- _Your goal_
The lines from the start of the data up to and including the one with "2px #a9a9a9) drop-shadow(0" should be returned exactly, and nothing else.

- _Material for this task_
▼

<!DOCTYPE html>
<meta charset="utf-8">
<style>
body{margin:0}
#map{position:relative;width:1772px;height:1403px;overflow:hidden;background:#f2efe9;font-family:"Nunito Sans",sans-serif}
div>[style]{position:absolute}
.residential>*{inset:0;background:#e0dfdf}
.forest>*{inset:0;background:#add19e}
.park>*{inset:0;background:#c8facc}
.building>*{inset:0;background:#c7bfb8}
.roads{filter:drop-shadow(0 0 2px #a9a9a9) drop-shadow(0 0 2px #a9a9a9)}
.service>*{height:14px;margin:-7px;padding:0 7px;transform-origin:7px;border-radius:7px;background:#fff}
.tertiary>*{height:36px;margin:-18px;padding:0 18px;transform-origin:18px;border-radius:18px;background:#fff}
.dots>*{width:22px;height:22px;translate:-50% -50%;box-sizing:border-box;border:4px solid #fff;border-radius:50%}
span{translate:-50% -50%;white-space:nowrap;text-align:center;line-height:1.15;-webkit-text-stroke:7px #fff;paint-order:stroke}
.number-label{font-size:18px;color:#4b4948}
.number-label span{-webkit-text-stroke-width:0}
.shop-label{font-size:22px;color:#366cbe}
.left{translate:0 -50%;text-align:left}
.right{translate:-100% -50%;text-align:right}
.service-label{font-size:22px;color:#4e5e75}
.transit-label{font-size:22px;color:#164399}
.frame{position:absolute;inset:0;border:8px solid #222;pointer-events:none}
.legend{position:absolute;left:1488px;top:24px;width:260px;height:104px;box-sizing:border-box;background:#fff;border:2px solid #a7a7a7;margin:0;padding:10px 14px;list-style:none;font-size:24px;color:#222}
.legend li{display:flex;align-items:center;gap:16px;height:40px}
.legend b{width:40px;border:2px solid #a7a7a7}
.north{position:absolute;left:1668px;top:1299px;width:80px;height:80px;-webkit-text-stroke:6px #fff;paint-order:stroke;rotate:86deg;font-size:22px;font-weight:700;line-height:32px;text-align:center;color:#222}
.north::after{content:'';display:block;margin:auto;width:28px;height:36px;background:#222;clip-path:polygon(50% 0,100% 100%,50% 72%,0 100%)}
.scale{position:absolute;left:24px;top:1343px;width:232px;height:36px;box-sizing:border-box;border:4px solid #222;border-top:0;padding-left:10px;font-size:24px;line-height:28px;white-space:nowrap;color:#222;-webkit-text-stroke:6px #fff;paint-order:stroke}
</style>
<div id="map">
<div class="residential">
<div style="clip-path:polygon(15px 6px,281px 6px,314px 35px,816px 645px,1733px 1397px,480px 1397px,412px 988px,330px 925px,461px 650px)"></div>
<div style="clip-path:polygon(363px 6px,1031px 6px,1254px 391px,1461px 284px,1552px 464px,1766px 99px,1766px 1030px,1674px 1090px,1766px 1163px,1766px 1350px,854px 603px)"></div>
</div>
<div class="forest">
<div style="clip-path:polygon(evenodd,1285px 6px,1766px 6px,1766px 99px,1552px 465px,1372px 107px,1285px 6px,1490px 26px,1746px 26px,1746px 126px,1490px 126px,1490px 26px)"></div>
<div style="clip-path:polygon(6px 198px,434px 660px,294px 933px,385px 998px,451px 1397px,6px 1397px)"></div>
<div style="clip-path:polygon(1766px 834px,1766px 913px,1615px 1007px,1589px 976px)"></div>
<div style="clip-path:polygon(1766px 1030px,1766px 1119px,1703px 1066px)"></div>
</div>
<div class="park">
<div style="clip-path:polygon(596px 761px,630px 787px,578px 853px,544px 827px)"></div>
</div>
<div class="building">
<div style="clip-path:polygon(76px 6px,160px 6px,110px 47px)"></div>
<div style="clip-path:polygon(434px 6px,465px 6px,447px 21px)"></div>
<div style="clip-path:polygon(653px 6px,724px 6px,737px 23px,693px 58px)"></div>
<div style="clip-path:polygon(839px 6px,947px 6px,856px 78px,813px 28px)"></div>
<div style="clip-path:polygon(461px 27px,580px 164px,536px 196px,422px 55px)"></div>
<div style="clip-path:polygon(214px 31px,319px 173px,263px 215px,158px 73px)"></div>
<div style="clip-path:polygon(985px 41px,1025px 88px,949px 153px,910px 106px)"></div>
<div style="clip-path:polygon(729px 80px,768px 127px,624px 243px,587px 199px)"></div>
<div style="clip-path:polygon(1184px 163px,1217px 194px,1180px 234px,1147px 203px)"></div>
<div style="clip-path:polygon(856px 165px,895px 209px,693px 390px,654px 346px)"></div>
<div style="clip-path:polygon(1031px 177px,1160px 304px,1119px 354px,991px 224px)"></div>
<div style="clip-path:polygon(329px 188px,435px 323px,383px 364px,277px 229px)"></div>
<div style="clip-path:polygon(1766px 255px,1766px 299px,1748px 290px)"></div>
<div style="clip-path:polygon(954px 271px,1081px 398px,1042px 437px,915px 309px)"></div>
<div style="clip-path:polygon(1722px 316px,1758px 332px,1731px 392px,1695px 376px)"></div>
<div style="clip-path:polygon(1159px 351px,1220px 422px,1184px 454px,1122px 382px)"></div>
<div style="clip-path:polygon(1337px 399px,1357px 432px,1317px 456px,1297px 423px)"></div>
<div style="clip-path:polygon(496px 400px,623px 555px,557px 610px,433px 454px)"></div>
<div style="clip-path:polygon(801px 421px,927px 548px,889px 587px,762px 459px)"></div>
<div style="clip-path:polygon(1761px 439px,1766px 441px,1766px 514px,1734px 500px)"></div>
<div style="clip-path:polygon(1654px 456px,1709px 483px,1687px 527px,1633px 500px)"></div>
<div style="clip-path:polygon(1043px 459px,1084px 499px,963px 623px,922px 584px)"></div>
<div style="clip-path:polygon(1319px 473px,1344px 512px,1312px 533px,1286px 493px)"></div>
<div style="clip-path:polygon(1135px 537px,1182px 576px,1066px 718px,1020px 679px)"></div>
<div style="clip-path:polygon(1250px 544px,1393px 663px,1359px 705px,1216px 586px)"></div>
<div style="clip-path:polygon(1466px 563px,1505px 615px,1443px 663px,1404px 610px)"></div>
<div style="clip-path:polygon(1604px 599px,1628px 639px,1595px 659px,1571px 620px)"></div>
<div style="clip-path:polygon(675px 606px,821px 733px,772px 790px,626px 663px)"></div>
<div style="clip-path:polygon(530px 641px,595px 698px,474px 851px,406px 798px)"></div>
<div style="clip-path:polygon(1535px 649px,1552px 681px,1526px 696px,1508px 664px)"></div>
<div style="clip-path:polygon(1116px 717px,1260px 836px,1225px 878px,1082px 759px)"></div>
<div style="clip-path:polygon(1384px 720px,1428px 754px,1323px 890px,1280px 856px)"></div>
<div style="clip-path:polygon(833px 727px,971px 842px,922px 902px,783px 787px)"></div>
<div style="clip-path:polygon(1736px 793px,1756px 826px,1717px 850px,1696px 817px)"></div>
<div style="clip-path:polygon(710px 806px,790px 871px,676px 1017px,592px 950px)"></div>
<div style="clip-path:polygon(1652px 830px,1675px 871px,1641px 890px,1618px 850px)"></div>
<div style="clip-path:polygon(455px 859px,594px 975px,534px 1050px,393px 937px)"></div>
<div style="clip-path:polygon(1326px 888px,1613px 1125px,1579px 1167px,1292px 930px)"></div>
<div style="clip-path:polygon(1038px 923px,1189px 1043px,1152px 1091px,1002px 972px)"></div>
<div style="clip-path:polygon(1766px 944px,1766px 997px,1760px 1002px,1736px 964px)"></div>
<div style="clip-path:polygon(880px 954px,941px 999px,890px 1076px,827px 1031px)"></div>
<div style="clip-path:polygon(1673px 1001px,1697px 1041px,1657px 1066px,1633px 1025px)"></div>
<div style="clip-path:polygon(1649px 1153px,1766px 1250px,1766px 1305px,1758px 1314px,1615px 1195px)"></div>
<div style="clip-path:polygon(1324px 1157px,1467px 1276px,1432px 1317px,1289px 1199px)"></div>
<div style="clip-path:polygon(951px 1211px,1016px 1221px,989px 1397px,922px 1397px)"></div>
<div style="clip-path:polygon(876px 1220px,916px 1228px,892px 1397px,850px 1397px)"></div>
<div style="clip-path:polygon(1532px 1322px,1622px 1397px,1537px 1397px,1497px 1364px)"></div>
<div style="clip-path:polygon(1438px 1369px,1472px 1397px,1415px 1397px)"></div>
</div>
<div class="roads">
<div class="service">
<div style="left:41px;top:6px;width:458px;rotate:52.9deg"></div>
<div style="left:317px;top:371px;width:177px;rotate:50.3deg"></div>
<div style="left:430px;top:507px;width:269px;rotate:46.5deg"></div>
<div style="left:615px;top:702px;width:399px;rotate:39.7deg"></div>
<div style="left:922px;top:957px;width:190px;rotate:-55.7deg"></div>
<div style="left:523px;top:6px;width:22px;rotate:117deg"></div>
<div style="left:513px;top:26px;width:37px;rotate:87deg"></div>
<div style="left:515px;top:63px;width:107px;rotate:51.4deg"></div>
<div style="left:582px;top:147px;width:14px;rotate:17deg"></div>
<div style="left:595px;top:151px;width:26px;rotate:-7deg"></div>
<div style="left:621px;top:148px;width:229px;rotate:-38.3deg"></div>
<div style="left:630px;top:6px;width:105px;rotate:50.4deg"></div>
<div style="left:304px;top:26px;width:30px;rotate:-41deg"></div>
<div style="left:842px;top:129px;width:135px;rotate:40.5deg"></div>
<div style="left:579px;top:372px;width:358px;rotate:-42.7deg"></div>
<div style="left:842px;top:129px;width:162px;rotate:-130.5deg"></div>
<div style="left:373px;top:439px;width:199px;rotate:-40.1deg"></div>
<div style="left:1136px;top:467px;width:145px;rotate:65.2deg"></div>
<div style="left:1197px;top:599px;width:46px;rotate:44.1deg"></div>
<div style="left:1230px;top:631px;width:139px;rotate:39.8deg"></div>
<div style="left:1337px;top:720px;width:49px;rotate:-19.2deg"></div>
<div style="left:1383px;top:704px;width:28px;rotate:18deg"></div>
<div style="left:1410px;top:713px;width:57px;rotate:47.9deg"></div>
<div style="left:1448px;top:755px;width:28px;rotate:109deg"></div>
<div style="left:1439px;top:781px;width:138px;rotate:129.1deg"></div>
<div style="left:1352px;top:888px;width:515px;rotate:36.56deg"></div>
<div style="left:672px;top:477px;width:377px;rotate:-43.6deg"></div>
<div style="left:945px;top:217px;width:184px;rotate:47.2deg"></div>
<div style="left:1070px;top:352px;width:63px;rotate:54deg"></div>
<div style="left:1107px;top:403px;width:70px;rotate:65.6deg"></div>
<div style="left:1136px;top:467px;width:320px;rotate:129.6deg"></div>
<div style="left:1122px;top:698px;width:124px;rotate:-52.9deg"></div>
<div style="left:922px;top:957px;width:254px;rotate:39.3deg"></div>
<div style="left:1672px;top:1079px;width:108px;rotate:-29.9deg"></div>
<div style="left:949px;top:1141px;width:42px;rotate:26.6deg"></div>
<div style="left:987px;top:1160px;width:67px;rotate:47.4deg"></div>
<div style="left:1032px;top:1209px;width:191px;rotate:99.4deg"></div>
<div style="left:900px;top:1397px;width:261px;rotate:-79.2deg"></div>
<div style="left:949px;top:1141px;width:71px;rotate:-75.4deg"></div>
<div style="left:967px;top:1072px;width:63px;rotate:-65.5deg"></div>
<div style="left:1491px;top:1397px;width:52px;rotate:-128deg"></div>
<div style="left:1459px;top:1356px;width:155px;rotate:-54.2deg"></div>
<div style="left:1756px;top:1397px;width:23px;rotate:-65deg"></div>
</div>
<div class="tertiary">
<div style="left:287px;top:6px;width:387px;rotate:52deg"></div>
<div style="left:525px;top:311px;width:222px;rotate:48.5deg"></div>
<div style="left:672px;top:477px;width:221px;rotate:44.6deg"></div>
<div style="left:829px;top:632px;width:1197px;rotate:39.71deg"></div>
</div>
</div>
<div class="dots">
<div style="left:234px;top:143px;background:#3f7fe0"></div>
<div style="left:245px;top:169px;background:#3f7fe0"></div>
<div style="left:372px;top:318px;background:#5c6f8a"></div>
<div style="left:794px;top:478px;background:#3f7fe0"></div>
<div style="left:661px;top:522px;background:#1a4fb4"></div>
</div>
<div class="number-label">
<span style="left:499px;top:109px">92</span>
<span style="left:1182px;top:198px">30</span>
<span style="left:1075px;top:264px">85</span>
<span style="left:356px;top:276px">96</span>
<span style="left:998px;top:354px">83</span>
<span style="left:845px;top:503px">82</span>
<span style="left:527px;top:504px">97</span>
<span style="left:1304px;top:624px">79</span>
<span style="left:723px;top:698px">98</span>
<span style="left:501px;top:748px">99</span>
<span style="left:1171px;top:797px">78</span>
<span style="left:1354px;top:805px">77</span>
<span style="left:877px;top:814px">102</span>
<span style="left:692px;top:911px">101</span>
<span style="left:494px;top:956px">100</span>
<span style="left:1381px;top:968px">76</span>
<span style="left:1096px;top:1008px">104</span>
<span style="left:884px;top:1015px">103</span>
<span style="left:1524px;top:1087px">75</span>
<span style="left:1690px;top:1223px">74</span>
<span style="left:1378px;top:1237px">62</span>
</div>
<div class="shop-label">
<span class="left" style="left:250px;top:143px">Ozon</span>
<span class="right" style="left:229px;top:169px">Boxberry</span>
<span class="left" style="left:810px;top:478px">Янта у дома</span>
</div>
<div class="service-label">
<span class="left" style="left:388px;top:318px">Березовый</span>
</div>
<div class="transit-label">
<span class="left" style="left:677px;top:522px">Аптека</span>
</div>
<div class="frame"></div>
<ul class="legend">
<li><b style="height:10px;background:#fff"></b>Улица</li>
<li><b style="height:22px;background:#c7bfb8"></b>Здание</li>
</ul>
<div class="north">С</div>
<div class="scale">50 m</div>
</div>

▲

- _Solved exercise_
<!DOCTYPE html>
<meta charset="utf-8">
<style>
body{margin:0}
#map{position:relative;width:1772px;height:1403px;overflow:hidden;background:#f2efe9;font-family:"Nunito Sans",sans-serif}
div>[style]{position:absolute}
.residential>*{inset:0;background:#e0dfdf}
.forest>*{inset:0;background:#add19e}
.park>*{inset:0;background:#c8facc}
.building>*{inset:0;background:#c7bfb8}
.roads{filter:drop-shadow(0 0 2px #a9a9a9) drop-shadow(0 0 2px #a9a9a9)}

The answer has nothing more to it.